TASK DETAILS =>
Repeat each record below exactly as it is written.

Top of INPUT DATA

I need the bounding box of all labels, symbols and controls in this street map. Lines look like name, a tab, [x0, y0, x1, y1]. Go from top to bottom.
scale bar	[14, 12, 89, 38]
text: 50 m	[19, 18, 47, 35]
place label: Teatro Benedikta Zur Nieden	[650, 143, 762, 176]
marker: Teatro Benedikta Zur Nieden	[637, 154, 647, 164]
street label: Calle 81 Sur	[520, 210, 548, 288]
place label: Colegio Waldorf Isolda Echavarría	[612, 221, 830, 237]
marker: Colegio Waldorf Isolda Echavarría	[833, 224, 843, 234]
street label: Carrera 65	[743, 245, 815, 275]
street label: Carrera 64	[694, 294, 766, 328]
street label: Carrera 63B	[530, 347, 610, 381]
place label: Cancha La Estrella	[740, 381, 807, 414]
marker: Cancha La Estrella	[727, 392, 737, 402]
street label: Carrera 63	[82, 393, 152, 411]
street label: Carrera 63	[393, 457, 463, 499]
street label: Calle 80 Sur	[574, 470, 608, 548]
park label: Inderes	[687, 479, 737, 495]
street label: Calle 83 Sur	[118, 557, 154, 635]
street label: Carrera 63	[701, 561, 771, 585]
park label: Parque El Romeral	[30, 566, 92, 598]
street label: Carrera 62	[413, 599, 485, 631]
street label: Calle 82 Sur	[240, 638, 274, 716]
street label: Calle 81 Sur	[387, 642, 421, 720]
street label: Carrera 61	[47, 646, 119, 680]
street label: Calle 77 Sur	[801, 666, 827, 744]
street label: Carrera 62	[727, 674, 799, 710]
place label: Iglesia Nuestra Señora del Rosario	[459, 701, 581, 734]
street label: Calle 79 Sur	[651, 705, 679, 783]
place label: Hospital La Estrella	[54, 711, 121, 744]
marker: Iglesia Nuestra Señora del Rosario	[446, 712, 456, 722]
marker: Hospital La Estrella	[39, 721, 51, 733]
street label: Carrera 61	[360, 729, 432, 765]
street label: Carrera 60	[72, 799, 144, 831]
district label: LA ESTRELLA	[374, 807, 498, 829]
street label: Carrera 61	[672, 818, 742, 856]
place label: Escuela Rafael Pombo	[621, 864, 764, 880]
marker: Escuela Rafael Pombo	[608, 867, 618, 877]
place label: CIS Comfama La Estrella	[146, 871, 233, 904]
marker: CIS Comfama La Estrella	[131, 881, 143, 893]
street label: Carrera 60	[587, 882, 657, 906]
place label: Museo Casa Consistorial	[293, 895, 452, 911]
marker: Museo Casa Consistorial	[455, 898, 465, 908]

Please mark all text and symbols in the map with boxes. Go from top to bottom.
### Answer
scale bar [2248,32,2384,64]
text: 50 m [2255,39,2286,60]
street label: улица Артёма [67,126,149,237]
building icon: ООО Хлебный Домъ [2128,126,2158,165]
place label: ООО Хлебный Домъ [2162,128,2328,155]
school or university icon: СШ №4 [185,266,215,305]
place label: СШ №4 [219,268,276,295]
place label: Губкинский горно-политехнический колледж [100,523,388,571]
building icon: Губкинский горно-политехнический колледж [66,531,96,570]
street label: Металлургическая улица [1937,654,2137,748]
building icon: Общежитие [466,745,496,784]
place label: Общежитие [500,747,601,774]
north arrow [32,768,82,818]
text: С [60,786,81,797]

Bottom of INPUT DATA

REPLY TO THE TASK =>
I need the bounding box of all labels, symbols and controls in this street map. Lines look like name, a tab, [x0, y0, x1, y1]. Go from top to bottom.
scale bar	[14, 12, 89, 38]
text: 50 m	[19, 18, 47, 35]
place label: Teatro Benedikta Zur Nieden	[650, 143, 762, 176]
marker: Teatro Benedikta Zur Nieden	[637, 154, 647, 164]
street label: Calle 81 Sur	[520, 210, 548, 288]
place label: Colegio Waldorf Isolda Echavarría	[612, 221, 830, 237]
marker: Colegio Waldorf Isolda Echavarría	[833, 224, 843, 234]
street label: Carrera 65	[743, 245, 815, 275]
street label: Carrera 64	[694, 294, 766, 328]
street label: Carrera 63B	[530, 347, 610, 381]
place label: Cancha La Estrella	[740, 381, 807, 414]
marker: Cancha La Estrella	[727, 392, 737, 402]
street label: Carrera 63	[82, 393, 152, 411]
street label: Carrera 63	[393, 457, 463, 499]
street label: Calle 80 Sur	[574, 470, 608, 548]
park label: Inderes	[687, 479, 737, 495]
street label: Calle 83 Sur	[118, 557, 154, 635]
street label: Carrera 63	[701, 561, 771, 585]
park label: Parque El Romeral	[30, 566, 92, 598]
street label: Carrera 62	[413, 599, 485, 631]
street label: Calle 82 Sur	[240, 638, 274, 716]
street label: Calle 81 Sur	[387, 642, 421, 720]
street label: Carrera 61	[47, 646, 119, 680]
street label: Calle 77 Sur	[801, 666, 827, 744]
street label: Carrera 62	[727, 674, 799, 710]
place label: Iglesia Nuestra Señora del Rosario	[459, 701, 581, 734]
street label: Calle 79 Sur	[651, 705, 679, 783]
place label: Hospital La Estrella	[54, 711, 121, 744]
marker: Iglesia Nuestra Señora del Rosario	[446, 712, 456, 722]
marker: Hospital La Estrella	[39, 721, 51, 733]
street label: Carrera 61	[360, 729, 432, 765]
street label: Carrera 60	[72, 799, 144, 831]
district label: LA ESTRELLA	[374, 807, 498, 829]
street label: Carrera 61	[672, 818, 742, 856]
place label: Escuela Rafael Pombo	[621, 864, 764, 880]
marker: Escuela Rafael Pombo	[608, 867, 618, 877]
place label: CIS Comfama La Estrella	[146, 871, 233, 904]
marker: CIS Comfama La Estrella	[131, 881, 143, 893]
street label: Carrera 60	[587, 882, 657, 906]
place label: Museo Casa Consistorial	[293, 895, 452, 911]
marker: Museo Casa Consistorial	[455, 898, 465, 908]

Please mark all text and symbols in the map with boxes. Go from top to bottom.
### Answer
scale bar [2248,32,2384,64]
text: 50 m [2255,39,2286,60]
street label: улица Артёма [67,126,149,237]
building icon: ООО Хлебный Домъ [2128,126,2158,165]
place label: ООО Хлебный Домъ [2162,128,2328,155]
school or university icon: СШ №4 [185,266,215,305]
place label: СШ №4 [219,268,276,295]
place label: Губкинский горно-политехнический колледж [100,523,388,571]
building icon: Губкинский горно-политехнический колледж [66,531,96,570]
street label: Металлургическая улица [1937,654,2137,748]
building icon: Общежитие [466,745,496,784]
place label: Общежитие [500,747,601,774]
north arrow [32,768,82,818]
text: С [60,786,81,797]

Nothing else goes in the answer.